### Requirement
Print the lines below exactly as written, with none missing.
------ Data for processing ------
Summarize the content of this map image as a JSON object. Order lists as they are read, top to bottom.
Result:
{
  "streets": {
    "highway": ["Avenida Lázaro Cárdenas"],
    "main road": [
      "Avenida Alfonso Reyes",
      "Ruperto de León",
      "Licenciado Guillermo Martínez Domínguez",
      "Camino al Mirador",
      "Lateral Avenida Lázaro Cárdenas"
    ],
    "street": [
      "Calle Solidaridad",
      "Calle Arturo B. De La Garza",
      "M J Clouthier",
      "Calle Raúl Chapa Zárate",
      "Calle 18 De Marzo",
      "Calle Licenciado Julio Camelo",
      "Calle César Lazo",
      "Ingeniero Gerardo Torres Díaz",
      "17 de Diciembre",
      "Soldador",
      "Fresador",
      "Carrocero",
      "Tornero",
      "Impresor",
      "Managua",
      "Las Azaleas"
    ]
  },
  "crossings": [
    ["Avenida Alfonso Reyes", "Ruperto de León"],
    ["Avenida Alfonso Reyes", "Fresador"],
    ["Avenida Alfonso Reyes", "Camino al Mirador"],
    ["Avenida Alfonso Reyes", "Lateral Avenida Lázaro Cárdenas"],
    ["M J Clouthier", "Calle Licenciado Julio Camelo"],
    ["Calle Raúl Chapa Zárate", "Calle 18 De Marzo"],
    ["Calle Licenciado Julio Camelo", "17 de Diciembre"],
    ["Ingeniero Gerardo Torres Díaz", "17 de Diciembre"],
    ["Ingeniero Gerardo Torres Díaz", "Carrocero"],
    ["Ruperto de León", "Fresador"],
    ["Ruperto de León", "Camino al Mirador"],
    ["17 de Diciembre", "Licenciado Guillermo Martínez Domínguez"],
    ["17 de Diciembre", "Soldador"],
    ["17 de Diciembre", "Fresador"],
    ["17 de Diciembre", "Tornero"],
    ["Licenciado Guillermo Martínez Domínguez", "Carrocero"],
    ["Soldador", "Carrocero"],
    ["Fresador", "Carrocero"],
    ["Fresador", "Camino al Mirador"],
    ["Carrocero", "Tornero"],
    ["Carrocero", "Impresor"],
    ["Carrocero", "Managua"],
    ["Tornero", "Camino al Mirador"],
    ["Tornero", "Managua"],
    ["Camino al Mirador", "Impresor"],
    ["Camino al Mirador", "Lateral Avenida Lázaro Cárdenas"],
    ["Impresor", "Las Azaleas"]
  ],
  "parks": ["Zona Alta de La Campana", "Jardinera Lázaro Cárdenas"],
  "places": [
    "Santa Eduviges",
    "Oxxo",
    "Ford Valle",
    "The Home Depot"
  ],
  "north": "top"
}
------
### Response to this exercise
Summarize the content of this map image as a JSON object. Order lists as they are read, top to bottom.
Result:
{
  "streets": {
    "highway": ["Avenida Lázaro Cárdenas"],
    "main road": [
      "Avenida Alfonso Reyes",
      "Ruperto de León",
      "Licenciado Guillermo Martínez Domínguez",
      "Camino al Mirador",
      "Lateral Avenida Lázaro Cárdenas"
    ],
    "street": [
      "Calle Solidaridad",
      "Calle Arturo B. De La Garza",
      "M J Clouthier",
      "Calle Raúl Chapa Zárate",
      "Calle 18 De Marzo",
      "Calle Licenciado Julio Camelo",
      "Calle César Lazo",
      "Ingeniero Gerardo Torres Díaz",
      "17 de Diciembre",
      "Soldador",
      "Fresador",
      "Carrocero",
      "Tornero",
      "Impresor",
      "Managua",
      "Las Azaleas"
    ]
  },
  "crossings": [
    ["Avenida Alfonso Reyes", "Ruperto de León"],
    ["Avenida Alfonso Reyes", "Fresador"],
    ["Avenida Alfonso Reyes", "Camino al Mirador"],
    ["Avenida Alfonso Reyes", "Lateral Avenida Lázaro Cárdenas"],
    ["M J Clouthier", "Calle Licenciado Julio Camelo"],
    ["Calle Raúl Chapa Zárate", "Calle 18 De Marzo"],
    ["Calle Licenciado Julio Camelo", "17 de Diciembre"],
    ["Ingeniero Gerardo Torres Díaz", "17 de Diciembre"],
    ["Ingeniero Gerardo Torres Díaz", "Carrocero"],
    ["Ruperto de León", "Fresador"],
    ["Ruperto de León", "Camino al Mirador"],
    ["17 de Diciembre", "Licenciado Guillermo Martínez Domínguez"],
    ["17 de Diciembre", "Soldador"],
    ["17 de Diciembre", "Fresador"],
    ["17 de Diciembre", "Tornero"],
    ["Licenciado Guillermo Martínez Domínguez", "Carrocero"],
    ["Soldador", "Carrocero"],
    ["Fresador", "Carrocero"],
    ["Fresador", "Camino al Mirador"],
    ["Carrocero", "Tornero"],
    ["Carrocero", "Impresor"],
    ["Carrocero", "Managua"],
    ["Tornero", "Camino al Mirador"],
    ["Tornero", "Managua"],
    ["Camino al Mirador", "Impresor"],
    ["Camino al Mirador", "Lateral Avenida Lázaro Cárdenas"],
    ["Impresor", "Las Azaleas"]
  ],
  "parks": ["Zona Alta de La Campana", "Jardinera Lázaro Cárdenas"],
  "places": [
    "Santa Eduviges",
    "Oxxo",
    "Ford Valle",
    "The Home Depot"
  ],
  "north": "top"
}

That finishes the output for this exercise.